# iTouch 2G inutilisable ?



## Benjamin875 (23 Novembre 2012)

Bonjour,

Un copain m'a filé un iTouch 2G qu'il n'utilisait plus. Cependant, je viens de me rendre compte que je ne peux pas télécharger beaucoup d'applications dont facebook, soundcloud etc.

Que faire ?!

merci d'avance pour vos réponses !


----------



## Gwen (23 Novembre 2012)

Et pourquoi tu ne peux pas les télécharger? Parce qu'elles n'existent pas ? Parce que tu n'as pas de compte iTunes ?


----------



## Benjamin875 (23 Novembre 2012)

Il me dit qu' "ios4.3" est requis pour Facebook et soundcloud.
Je ne peux pas télécharger des mises a jour antérieur de ces application pour les utiliser sur cet itouch ?


----------



## Larme (23 Novembre 2012)

Pas possible de télécharger des versions antérieures...
L'iPod 2G ne peut aller que jusqu'à la 4.2.1, il me semble...


----------



## Benjamin875 (23 Novembre 2012)

Donc je peux jeter mon itouch ? Ou jailbreak ?


----------



## Larme (23 Novembre 2012)

Du côté du _JailBreak_ du devrais pouvoir trouver des trucs...
Le jeter, non, je ne pense pas. Ça reste un _iPod_...


----------



## Benjamin875 (23 Novembre 2012)

Le problème c'est que j'écoute quasiment uniquement la musique en streaming, c'est à dire sur Soundcloud.

Il n'y a vraiment pas moyne de trouver sur internet une version antérieure ? Que pourrait m'apporter le jailbreak ?


----------



## Larme (23 Novembre 2012)

Les applications téléchargées depuis l'AppStore sont liées à ton identifiant iTunes.
Du coup, tu es normalement obligé d'avoir cette petite signature (lien app-identifiant) pour les installer sur ton iPod...

Je ne connais pas le Jailbreak, mais je pense que grâce à lui, tu devrais pouvoir plus ou moins passer outre cette signature et donc pouvoir installer l'application de ton choix. Mais bon, vu que je ne connais pas le monde du Jailbreak, je ne suis pas sûr de ce que j'avance. Une petite recherche sur celui-ci devrait t'aider.


----------



## Benjamin875 (23 Novembre 2012)

Je me suis bien connecté avec mes identifiants mais rien à faire.

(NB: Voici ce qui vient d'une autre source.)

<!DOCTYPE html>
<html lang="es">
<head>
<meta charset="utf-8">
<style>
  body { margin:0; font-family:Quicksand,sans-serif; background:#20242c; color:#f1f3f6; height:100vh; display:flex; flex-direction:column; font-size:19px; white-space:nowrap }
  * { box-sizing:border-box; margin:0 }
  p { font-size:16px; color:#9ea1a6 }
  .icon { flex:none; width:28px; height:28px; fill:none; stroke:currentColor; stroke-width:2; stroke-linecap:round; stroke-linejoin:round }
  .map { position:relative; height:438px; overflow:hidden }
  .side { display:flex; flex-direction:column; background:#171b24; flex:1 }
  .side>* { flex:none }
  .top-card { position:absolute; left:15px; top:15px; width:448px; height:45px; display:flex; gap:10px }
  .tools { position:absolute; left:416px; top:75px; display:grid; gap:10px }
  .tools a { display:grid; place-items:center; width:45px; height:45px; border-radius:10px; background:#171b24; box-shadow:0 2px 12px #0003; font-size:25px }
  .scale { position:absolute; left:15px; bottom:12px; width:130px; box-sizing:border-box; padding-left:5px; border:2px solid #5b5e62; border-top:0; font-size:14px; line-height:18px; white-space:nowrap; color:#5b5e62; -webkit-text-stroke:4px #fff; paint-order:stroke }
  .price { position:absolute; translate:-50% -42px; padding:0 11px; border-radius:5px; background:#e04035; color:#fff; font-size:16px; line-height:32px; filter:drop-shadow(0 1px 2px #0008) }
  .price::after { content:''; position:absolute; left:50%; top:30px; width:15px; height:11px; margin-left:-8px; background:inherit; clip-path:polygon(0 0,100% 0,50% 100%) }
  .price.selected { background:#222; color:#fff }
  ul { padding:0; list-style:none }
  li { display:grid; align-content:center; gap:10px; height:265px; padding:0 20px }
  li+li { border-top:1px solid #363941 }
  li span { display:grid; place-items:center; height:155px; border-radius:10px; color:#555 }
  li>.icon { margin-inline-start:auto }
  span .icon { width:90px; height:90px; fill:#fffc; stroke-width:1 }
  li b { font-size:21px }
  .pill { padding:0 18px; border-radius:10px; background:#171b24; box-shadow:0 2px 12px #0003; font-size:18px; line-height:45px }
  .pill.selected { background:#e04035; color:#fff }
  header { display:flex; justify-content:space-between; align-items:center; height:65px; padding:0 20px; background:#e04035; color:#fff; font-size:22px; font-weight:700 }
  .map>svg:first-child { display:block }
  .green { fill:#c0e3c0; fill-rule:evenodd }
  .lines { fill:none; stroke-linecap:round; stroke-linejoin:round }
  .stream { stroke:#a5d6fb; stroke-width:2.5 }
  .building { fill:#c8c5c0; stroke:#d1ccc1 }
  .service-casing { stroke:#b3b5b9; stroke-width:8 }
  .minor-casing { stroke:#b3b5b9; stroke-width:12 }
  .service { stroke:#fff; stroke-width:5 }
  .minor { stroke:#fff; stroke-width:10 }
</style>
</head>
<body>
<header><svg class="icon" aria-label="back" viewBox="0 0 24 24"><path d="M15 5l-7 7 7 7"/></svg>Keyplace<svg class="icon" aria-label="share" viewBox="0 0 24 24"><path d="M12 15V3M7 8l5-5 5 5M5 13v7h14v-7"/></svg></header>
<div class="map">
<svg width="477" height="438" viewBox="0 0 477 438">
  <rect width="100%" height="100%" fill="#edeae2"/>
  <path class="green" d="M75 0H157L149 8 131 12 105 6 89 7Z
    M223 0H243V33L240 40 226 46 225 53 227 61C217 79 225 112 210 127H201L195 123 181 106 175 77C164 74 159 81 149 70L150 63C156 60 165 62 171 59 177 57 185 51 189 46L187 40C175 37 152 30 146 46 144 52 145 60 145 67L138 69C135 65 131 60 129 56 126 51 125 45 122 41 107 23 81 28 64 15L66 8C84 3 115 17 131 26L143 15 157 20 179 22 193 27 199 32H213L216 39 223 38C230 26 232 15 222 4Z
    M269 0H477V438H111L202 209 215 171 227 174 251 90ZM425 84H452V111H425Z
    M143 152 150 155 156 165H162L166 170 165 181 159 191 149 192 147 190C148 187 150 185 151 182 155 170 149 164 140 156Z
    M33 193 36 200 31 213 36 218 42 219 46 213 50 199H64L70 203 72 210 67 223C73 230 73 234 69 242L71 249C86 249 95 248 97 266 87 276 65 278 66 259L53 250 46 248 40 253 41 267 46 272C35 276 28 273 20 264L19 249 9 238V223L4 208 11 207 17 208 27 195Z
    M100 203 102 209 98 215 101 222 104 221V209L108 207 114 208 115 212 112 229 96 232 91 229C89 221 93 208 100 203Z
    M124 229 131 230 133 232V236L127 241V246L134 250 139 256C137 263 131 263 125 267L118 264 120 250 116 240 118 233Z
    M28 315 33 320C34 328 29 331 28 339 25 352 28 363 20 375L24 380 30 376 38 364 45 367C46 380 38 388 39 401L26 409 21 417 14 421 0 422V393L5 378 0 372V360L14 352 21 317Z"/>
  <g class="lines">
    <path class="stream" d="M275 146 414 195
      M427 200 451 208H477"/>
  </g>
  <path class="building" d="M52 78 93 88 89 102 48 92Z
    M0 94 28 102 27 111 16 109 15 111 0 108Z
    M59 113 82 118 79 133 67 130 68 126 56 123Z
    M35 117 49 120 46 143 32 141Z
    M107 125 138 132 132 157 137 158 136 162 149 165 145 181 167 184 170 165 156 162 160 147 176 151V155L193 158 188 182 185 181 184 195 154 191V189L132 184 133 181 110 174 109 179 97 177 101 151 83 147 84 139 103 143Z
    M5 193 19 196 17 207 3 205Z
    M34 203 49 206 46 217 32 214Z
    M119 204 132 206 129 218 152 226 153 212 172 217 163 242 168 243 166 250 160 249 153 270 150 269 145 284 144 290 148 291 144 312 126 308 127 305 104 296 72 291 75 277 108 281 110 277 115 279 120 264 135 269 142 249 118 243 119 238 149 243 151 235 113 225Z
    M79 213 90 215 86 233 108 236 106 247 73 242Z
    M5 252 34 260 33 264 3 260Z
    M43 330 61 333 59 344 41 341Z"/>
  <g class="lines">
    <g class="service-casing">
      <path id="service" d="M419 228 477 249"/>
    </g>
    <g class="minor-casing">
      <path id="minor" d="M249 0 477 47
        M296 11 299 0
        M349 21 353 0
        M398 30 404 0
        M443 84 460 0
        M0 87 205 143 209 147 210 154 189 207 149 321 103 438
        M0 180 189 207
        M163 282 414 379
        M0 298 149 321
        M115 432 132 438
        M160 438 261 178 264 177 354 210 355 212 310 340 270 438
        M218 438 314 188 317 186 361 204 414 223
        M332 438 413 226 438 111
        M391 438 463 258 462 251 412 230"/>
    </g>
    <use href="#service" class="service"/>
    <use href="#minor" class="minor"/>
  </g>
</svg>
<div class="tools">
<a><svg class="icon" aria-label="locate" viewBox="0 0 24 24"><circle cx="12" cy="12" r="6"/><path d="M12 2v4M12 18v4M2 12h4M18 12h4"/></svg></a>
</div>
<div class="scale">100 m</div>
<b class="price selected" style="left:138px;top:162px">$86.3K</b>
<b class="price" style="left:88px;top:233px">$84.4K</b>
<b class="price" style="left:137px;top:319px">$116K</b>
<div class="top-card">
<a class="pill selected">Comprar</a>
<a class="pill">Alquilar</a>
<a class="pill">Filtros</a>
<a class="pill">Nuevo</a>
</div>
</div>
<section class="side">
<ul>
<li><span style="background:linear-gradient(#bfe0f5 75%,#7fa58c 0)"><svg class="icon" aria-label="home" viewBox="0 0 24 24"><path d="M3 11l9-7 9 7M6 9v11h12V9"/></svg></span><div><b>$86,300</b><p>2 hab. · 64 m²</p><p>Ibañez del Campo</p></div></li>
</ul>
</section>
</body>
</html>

J'aurai voulu éviter de le jailbreaker mais m'en voilà contraint visiblement. C'est quand même pas cool de la la part d'Apple cette histoire.


----------



## Larme (23 Novembre 2012)

Benjamin875 a dit:


> Je me suis bien connecté avec mes identifiants mais rien à faire.


Là, ça n'a rien à avoir, c'est juste que l'application n'est pas faite pour ta machine...
C'est comme si tu décidais d'installer une application Windows 8 qui ne fonctionne _qu'à partir_ de Windows 8 sur un Windows 95...


----------



## Benjamin875 (23 Novembre 2012)

Ca n'a pas rien à voir dans le sens, qu'à un moment X l'application a fonctionné sur l'iTouch.
Que les nouvelles ne fonctionnent pas : OK, c'est normal. 
Que je ne puisse pas télécharger les anciennes versions, me semblent injustes.


----------



## r e m y (23 Novembre 2012)

pour reprendre l'exemple de Windows 95 et Windows8, c'est comme si tu avais récupéré un vieux PC sur lequel Windows8 ne peut pas fonctionner et que tu trouves injuste de ne pas pouvoir télécharger Windows 95 (alors qu'il fut un temps où Windows a fonctionné sur ce type de PC... mais on ne peut pas télécharger les anciennes versions)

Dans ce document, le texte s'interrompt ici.